The plot of the lyric verismo opera LA TOUR DE FEU (The Lighthouse) turns on the jealousy of the pilot-mariner, Yann. The object of his desire is the beautiful Naic - who has always seemed foreign to the Breton island on which the opera is set. Naic prefers Yves, the son of the lighthouse keeper. The two marry and at the wedding feast Naic is troubled with unreasoning fears about going to live at the wooden lighthouse. A ship arrives and Yann leaves to guide it into harbour. Yan returns with the captain of the ship, Don Jacinto who is inveigled by Yann into staying to try his seducing skills on Naic who will be alone on the first day after the wedding night. Before Naic and Yves leave for their new home Naic agrees to a meeting with Jacinto. In Act 2 we learn that poor trusting Yves is refused by Naic on their wedding night. He leaves and Yann appears with the beguiling Jacinto. A plot is hatched under which the next night Yann will put out a false distress call, Yves will answer it and while he is away Naic will join Jacinto aboard his ship. In the third act Yves, true to plan, leaves when the false call comes in. Yves returns and after an argument puts out the lighthouse fire intending that Jacinto's ship will founder on the reef. Naic tries to persuade Yves to relight the fire but he is obdurate. Naic sings in an effort to warn Jacinto's ship. In a flash of lightning amid the gathering storm Jacinto's ship is glimpsed hitting the reef and foundering. Naic in operatic despair throws herself to her death from the top gallery of the lighthouse. Yves demented by loss and guilt rekindles the warning fire and sets the tower ablaze. He dies in the conflagration - echoes of Hanson’s MERRY MOUNT here."
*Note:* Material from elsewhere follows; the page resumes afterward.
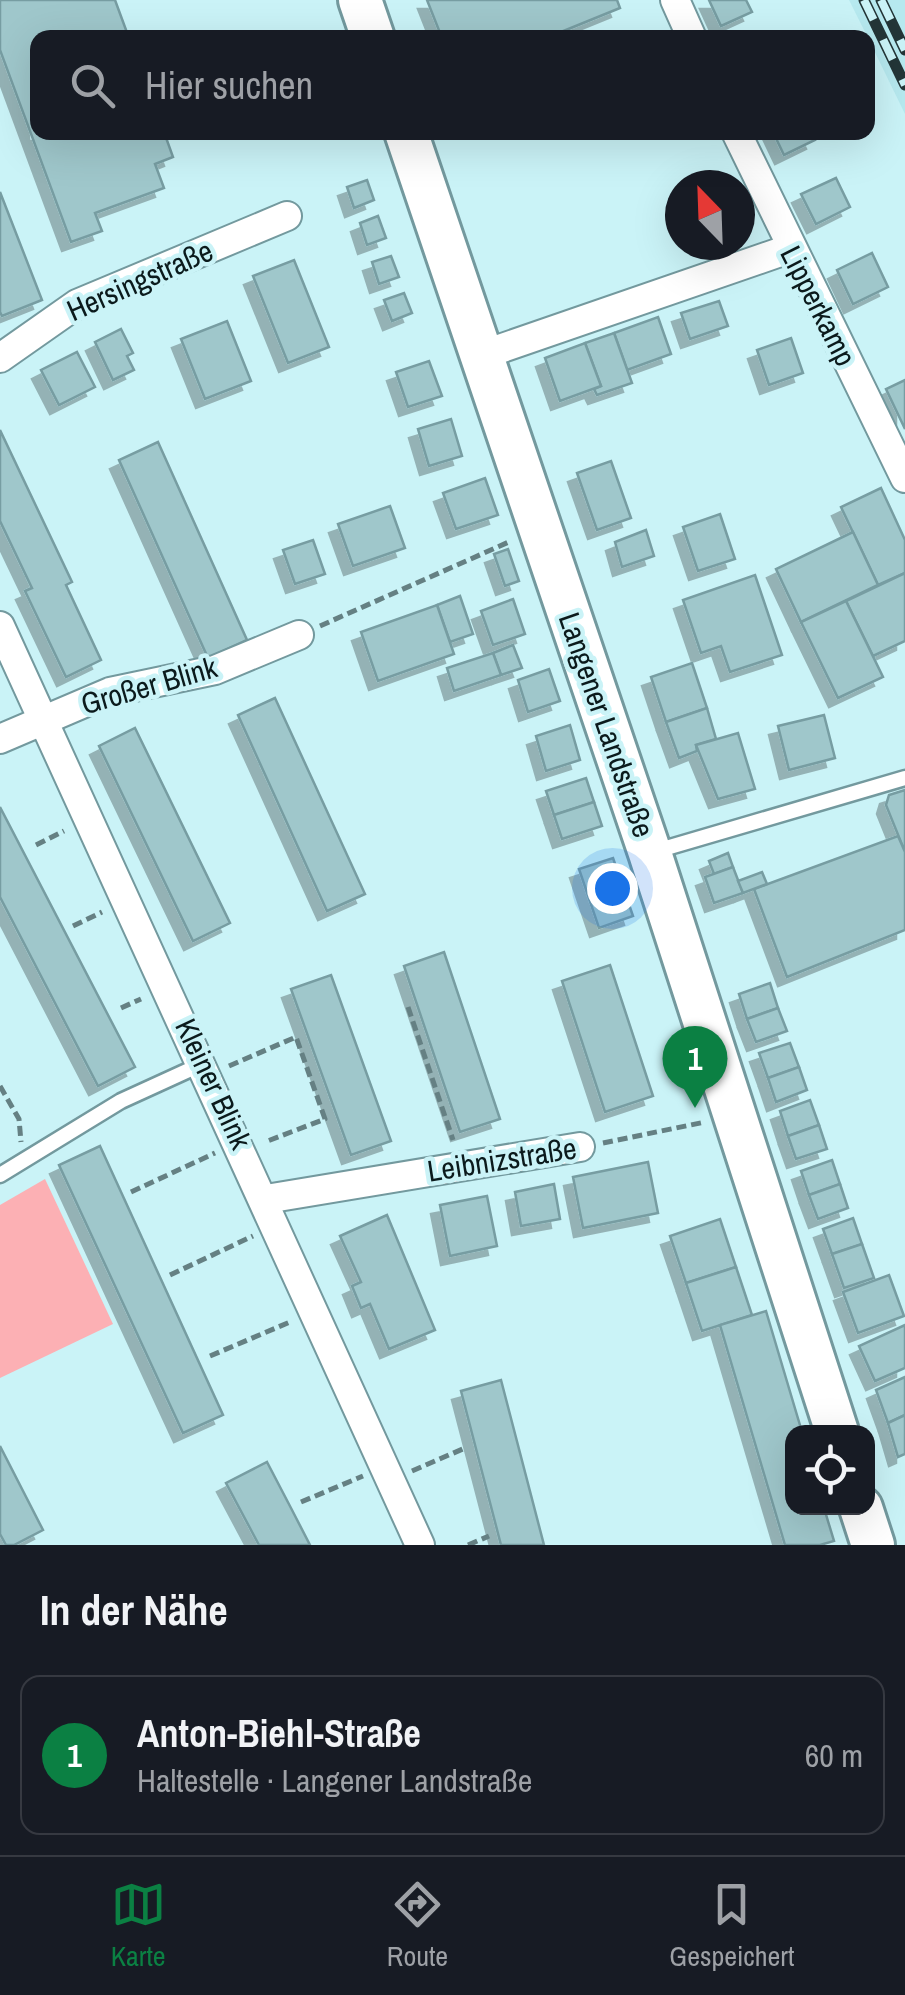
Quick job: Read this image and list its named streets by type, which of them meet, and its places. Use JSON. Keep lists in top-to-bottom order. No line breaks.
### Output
{"streets":{"main road":["Langener Landstraße"],"street":["Hersingstraße","Lipperkamp","Großer Blink","Kleiner Blink","Leibnizstraße"]},"crossings":[["Großer Blink","Kleiner Blink"],["Langener Landstraße","Leibnizstraße"],["Kleiner Blink","Leibnizstraße"]],"north":"top left","page":{"search":"Hier suchen","pins":"1","heading":"In der Nähe","list":[{"mark":"1","name":"Anton-Biehl-Straße","note":"Haltestelle · Langener Landstraße","value":"60 m"}],"nav":["Karte","Route","Gespeichert"]}}
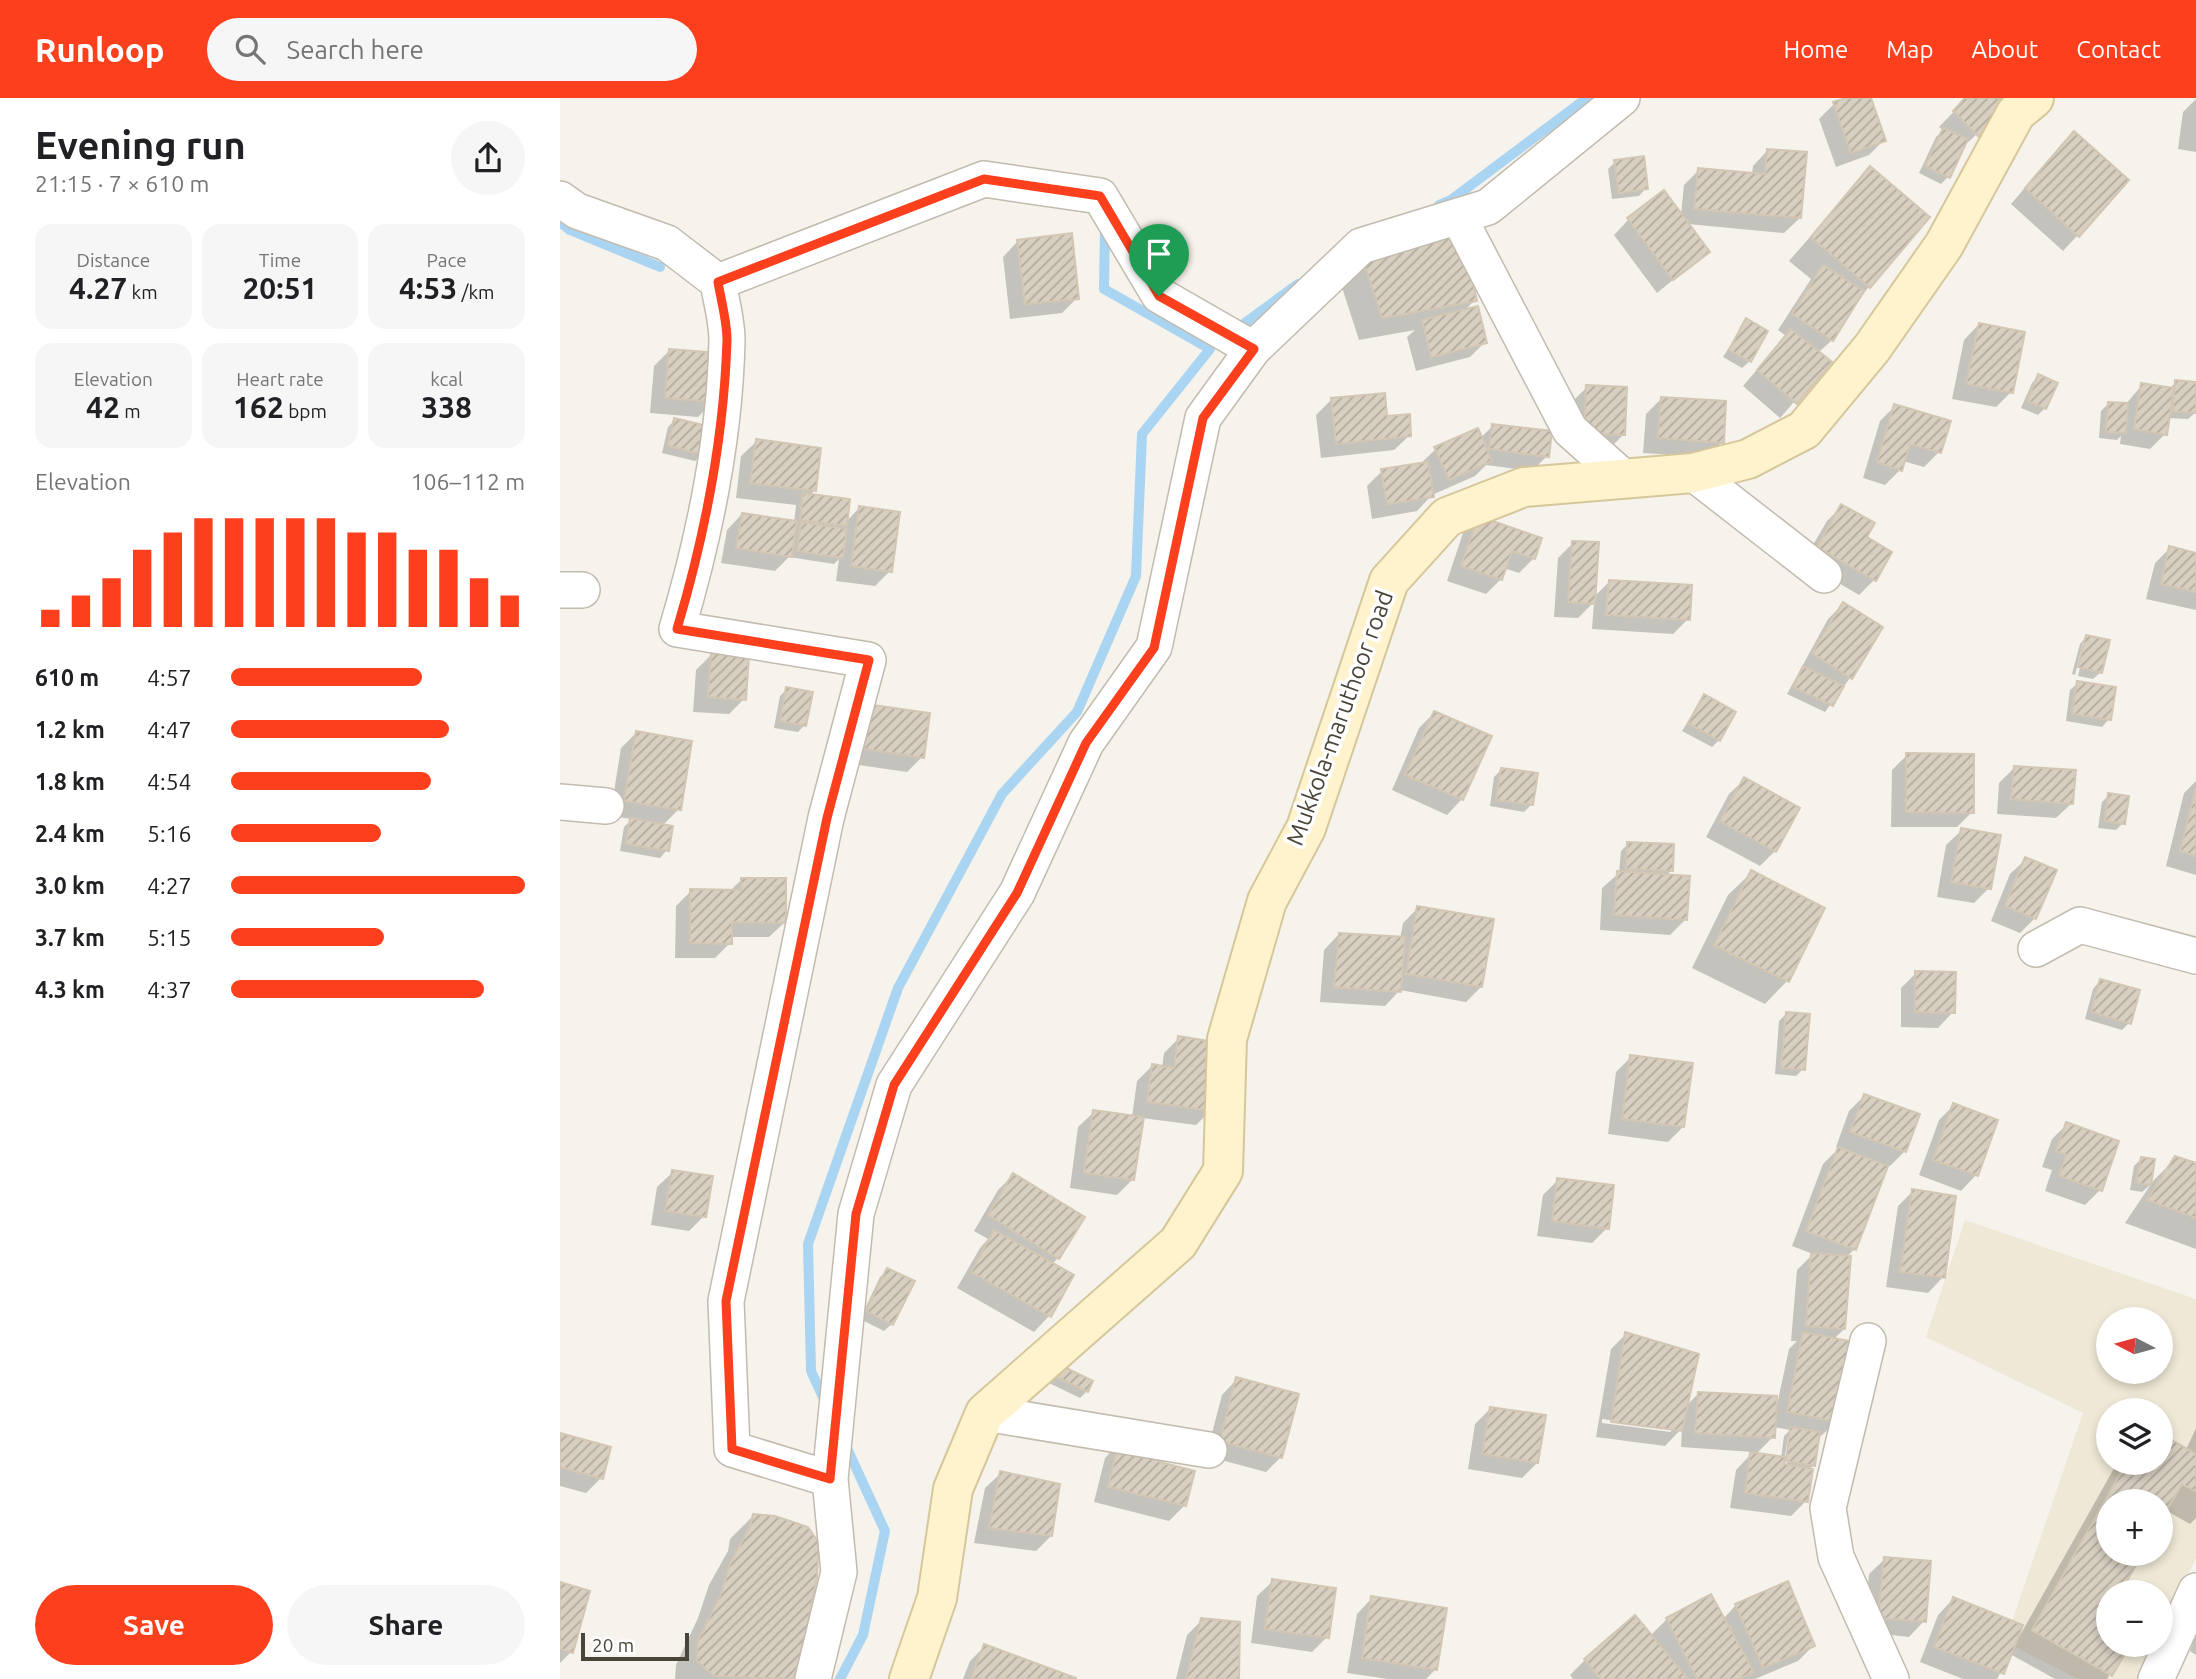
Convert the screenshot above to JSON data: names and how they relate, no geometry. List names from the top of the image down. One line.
{"streets":{"street":["Mukkola-maruthoor road"]},"scale_bar":"20 m","north":"left","page":{"header":"Runloop","search":"Search here","nav":["Home","Map","About","Contact"],"heading":["Evening run","21:15 · 7 × 610 m"],"stats":[["Distance","4.27 km"],["Time","20:51"],["Pace","4:53 /km"],["Elevation","42 m"],["Heart rate","162 bpm"],["kcal","338"]],"chart":["Elevation","106–112 m"],"list":[{"name":"610 m","note":"4:57"},{"name":"1.2 km","note":"4:47"},{"name":"1.8 km","note":"4:54"},{"name":"2.4 km","note":"5:16"},{"name":"3.0 km","note":"4:27"},{"name":"3.7 km","note":"5:15"},{"name":"4.3 km","note":"4:37"}],"map_buttons":["+","−"],"buttons":["Save","Share"],"scale":"20 m"}}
- Rob Barnett, musicweb-international



“One of most popular Carmens active in post-World War II France, Michel studied at the Paris Conservatoire before beginning her career as a concert and recital singer in the 1930s. She made her début at the Opéra-Comique in 1945, in the title role of Ambroise Thomas' MIGNON. She was soon established as an important mezzo-soprano at that company, as well as at the Paris Opéra; her plummy, contralto-ish timbre and crisp, witty delivery of text enlivened all of her specialties, which ranged from Carmen - undoubtedly her signature role, with more than 600 performances to her credit - to Charlotte in WERTHER, Dalila, Geneviève in PELLÉAS ET MÉLISANDE, Gluck's Orfeo and Marguerite in LA DAMNATION DE FAUST. The best-known of Michel's recordings is the 1950 EMI-Pathé CARMEN, in which spoken dialogue (rather than recitative) is delivered with incomparable panache by a superbly chosen cast, many of them Opéra-Comique veterans. Stylishly paced by André Cluytens and recorded at the Théâtre des Champs-Elysées in Paris, Michel's Carmen is sly, sexy and authoritative, testifying to her long association with Bizet's Gypsy.

Other Michel recordings included Ernest Bour's 1947 recording of L'ENFANT ET LES SORTILÈGES, in which she sang the roles of La Bergère and L'Ecureuil (The Squirrel); Louise's Mother in Jean Fournet's 1956 performance of LOUISE; and Geneviève in Désiré-Emile Ingelbrecht's 1962 PELLÉAS. In 1963, Michel created the role of the Maharani in the world premiere of Menotti's THE LAST SAVAGE at the Opéra-Comique. Although she was active principally in France, she appeared as a guest at Covent Garden, La Scala, Teatro San Carlo in Naples, Teatro Liceo in Barcelona, Royal Flemish Opera and Teatro Colón, among other theaters. She retired from singing in 1978.”